● DATA TO EXAMINE:
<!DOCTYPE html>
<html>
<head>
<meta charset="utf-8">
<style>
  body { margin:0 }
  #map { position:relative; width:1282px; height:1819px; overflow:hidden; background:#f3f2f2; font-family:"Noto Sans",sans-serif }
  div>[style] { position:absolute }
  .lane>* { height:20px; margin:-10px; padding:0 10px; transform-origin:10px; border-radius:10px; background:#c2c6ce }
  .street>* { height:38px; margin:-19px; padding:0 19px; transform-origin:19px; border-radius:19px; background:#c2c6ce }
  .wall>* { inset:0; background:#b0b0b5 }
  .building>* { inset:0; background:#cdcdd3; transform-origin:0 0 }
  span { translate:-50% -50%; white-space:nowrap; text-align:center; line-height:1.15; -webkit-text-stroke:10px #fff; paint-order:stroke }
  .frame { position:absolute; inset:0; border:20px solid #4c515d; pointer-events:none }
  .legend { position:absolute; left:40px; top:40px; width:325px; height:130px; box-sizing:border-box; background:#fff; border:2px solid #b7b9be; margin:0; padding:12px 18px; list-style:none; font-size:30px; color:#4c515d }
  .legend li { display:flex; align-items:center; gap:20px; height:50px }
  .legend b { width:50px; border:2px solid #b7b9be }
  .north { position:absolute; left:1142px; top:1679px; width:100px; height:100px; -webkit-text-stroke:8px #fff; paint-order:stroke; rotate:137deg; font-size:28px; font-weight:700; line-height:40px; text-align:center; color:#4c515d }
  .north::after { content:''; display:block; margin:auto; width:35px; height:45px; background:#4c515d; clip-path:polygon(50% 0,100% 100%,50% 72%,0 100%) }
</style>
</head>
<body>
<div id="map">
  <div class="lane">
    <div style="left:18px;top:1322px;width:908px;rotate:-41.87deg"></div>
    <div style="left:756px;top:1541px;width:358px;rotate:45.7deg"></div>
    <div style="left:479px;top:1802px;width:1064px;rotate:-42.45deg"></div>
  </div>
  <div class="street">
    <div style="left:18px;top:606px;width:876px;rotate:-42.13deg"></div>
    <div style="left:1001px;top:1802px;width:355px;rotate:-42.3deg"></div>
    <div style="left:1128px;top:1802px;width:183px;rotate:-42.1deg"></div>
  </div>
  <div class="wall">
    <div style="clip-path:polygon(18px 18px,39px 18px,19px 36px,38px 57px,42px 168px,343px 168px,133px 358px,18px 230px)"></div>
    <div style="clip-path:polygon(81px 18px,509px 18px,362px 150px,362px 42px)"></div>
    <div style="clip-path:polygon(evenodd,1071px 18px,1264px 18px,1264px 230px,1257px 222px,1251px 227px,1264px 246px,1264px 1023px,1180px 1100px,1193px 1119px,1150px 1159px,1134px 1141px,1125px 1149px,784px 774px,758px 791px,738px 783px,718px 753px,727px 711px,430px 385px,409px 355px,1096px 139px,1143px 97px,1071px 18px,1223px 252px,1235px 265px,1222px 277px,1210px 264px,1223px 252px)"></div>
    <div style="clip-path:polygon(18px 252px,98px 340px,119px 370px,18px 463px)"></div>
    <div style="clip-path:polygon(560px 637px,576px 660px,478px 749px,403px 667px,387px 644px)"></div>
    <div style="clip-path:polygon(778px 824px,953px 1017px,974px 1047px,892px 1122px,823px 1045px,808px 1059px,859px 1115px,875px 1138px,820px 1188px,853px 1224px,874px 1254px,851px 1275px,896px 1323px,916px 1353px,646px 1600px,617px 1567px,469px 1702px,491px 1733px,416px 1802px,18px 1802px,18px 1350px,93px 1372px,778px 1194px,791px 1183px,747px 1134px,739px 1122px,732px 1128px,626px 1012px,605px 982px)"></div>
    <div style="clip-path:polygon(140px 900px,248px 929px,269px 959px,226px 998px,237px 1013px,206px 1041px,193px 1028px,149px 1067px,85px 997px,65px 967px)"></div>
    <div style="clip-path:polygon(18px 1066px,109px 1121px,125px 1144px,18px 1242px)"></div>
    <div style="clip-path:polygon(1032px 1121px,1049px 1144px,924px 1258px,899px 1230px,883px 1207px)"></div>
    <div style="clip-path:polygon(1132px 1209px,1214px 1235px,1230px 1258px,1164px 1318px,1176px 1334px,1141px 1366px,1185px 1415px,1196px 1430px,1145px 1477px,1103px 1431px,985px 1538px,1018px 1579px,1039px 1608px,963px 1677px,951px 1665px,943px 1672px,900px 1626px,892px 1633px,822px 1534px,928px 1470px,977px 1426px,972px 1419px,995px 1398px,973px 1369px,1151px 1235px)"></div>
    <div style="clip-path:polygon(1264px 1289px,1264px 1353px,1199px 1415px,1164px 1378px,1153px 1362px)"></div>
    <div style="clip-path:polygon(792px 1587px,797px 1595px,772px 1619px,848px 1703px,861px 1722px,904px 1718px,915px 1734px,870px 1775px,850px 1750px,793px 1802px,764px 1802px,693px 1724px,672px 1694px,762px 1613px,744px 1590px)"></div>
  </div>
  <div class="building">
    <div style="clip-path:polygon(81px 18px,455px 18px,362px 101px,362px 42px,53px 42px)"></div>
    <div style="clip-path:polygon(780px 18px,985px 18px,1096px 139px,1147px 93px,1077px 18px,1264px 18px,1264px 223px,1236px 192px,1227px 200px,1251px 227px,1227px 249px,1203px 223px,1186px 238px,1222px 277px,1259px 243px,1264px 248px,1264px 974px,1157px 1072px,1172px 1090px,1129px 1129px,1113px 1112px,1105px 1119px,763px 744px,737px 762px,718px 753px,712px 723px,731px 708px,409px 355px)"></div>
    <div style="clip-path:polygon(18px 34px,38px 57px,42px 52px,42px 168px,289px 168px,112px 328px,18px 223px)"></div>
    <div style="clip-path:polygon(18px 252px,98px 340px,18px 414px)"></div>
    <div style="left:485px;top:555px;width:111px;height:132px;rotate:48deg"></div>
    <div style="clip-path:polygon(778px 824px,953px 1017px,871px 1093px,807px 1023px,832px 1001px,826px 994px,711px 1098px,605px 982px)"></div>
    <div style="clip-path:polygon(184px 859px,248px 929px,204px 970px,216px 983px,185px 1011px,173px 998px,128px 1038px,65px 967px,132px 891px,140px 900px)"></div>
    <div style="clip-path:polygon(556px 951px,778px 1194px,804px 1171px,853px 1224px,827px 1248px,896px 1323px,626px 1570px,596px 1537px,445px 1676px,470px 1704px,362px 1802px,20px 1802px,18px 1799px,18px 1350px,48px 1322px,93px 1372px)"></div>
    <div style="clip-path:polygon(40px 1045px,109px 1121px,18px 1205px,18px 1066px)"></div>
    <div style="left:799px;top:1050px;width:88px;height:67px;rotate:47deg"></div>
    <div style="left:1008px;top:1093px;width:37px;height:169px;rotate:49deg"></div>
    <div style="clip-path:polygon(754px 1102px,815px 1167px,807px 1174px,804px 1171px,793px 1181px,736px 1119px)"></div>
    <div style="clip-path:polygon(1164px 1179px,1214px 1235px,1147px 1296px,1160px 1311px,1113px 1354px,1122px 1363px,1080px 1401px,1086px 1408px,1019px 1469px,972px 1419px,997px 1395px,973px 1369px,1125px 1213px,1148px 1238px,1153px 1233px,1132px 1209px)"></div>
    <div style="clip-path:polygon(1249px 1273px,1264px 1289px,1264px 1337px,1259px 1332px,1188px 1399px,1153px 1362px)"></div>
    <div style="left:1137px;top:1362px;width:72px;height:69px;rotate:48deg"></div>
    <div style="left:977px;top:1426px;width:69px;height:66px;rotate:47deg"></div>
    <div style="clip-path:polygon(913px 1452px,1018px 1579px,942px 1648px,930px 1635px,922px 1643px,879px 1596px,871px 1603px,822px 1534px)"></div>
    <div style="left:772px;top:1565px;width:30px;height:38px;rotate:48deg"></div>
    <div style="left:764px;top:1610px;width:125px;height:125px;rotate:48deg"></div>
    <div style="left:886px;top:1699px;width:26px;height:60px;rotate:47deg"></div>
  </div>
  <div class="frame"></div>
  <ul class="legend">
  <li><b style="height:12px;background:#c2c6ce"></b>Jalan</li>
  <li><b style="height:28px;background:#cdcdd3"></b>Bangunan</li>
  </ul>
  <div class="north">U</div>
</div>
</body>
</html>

● WHAT NEEDS TO BE DONE:
Begin at the top of the listing above and set down each line exactly. Stop after the line that contains "position:relative; width:1282px; height:1819px;".

● RESPONSE:
<!DOCTYPE html>
<html>
<head>
<meta charset="utf-8">
<style>
  body { margin:0 }
  #map { position:relative; width:1282px; height:1819px; overflow:hidden; background:#f3f2f2; font-family:"Noto Sans",sans-serif }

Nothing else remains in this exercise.